## PROBLEM
The answer must be every line of the data that holds the word "Annotation".

Content starts

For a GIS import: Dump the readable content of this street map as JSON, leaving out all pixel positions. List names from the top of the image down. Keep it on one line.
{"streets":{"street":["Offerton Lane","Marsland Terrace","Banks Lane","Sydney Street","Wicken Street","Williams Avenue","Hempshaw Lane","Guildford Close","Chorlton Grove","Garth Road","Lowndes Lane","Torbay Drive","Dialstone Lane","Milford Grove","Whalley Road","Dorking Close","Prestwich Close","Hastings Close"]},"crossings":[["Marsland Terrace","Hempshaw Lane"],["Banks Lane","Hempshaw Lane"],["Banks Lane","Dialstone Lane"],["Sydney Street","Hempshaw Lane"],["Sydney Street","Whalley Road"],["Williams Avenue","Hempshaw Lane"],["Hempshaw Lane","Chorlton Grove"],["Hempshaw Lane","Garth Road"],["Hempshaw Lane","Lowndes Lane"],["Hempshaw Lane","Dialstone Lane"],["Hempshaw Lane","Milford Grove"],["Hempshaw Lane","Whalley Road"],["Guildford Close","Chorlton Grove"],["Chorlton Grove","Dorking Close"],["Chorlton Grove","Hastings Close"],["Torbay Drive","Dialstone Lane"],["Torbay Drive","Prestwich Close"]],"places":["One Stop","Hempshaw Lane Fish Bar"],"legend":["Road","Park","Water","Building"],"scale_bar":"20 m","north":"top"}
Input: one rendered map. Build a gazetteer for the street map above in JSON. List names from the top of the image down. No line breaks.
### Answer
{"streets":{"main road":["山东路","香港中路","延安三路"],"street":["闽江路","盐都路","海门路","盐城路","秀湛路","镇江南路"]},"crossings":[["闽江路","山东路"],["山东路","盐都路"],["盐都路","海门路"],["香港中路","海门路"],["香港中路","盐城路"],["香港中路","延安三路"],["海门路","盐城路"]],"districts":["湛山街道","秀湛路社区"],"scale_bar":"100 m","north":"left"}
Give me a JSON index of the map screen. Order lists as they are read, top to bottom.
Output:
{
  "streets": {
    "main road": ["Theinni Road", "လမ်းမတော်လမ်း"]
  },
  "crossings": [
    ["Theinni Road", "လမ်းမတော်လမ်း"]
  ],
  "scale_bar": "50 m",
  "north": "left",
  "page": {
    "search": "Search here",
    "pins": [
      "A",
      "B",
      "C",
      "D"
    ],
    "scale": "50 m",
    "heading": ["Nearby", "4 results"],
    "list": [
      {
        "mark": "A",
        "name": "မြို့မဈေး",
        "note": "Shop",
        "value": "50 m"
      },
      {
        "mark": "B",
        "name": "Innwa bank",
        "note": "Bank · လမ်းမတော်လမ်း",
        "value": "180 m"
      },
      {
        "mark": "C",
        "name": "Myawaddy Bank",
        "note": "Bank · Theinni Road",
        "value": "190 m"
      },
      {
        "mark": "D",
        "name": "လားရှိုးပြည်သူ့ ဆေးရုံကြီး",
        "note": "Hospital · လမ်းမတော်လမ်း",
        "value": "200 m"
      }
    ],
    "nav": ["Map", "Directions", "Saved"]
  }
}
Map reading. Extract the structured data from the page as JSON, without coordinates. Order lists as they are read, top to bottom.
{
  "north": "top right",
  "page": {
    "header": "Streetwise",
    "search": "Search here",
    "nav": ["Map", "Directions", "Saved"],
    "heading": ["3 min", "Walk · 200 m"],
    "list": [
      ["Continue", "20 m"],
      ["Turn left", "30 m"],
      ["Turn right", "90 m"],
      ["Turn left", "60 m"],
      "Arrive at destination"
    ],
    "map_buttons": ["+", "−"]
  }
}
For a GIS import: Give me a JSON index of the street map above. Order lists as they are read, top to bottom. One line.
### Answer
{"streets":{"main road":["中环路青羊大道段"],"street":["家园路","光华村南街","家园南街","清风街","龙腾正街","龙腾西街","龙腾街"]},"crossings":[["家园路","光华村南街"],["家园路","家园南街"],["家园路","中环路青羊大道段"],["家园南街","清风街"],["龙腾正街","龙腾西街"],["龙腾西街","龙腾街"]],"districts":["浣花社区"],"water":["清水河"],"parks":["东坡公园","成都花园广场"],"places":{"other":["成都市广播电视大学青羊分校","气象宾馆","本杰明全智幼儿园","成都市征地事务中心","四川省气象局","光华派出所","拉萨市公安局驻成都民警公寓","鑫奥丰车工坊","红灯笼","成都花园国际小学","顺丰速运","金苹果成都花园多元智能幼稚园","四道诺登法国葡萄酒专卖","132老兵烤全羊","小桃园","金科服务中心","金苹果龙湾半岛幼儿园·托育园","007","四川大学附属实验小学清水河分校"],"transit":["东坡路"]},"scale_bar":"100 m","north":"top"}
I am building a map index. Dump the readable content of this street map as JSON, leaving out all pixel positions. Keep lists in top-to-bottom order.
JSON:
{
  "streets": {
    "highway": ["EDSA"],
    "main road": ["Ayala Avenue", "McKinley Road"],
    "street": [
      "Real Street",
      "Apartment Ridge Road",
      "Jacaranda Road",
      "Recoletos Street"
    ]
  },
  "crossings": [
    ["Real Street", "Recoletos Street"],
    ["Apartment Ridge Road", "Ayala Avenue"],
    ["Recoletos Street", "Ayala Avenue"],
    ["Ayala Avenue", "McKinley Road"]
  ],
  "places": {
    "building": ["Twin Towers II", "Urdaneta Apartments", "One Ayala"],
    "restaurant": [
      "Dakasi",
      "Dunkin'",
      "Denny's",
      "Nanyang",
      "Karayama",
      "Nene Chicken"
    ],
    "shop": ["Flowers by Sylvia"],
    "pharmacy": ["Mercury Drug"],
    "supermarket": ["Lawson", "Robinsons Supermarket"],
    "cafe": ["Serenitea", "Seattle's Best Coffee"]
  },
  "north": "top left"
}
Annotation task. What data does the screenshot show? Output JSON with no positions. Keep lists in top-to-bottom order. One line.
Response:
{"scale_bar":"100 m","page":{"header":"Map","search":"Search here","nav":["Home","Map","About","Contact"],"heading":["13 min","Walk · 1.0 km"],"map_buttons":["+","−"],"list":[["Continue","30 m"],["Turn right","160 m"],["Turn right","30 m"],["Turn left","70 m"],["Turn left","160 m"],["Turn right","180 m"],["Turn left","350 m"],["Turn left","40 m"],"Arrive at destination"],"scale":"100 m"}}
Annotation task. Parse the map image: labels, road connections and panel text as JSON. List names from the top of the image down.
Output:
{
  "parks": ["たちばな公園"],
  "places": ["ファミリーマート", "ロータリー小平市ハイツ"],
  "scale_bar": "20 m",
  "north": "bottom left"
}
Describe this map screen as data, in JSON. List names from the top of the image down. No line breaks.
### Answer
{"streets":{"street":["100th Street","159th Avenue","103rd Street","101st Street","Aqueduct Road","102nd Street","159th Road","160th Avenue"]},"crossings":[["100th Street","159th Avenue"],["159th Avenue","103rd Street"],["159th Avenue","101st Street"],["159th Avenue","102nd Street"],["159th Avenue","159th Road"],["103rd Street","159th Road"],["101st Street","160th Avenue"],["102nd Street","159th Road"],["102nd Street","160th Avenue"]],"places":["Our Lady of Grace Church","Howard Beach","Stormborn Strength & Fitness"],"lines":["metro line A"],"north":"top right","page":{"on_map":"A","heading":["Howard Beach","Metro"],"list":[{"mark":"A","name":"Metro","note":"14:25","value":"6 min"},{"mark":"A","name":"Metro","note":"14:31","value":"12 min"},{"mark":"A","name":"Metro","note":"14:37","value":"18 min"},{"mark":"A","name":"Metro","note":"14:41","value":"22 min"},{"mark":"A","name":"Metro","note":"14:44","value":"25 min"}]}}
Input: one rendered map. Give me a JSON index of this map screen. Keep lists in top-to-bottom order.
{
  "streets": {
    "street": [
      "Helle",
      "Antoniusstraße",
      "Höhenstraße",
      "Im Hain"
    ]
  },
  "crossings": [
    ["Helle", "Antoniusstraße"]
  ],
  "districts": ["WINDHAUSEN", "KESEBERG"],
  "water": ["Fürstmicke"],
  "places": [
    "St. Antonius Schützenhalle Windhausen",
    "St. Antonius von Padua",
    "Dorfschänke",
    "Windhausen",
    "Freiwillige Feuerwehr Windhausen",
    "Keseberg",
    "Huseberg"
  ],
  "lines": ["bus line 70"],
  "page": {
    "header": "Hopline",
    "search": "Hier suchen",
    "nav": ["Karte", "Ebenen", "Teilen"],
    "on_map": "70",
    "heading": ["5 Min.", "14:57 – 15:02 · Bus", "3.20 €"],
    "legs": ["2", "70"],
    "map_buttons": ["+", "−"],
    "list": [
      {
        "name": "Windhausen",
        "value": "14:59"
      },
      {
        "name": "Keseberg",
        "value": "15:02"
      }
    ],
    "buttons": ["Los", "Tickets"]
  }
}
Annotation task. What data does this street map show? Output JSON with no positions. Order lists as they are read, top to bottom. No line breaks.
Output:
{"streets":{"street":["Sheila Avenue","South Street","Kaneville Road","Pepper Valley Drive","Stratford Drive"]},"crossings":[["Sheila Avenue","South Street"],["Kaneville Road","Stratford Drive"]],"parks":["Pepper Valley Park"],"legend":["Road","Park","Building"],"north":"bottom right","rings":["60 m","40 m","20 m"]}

Content ends

## RESPONSE TO THE TASK
Annotation task. What data does the screenshot show? Output JSON with no positions. Keep lists in top-to-bottom order. One line.
Annotation task. Parse the map image: labels, road connections and panel text as JSON. List names from the top of the image down.
Annotation task. What data does this street map show? Output JSON with no positions. Order lists as they are read, top to bottom. No line breaks.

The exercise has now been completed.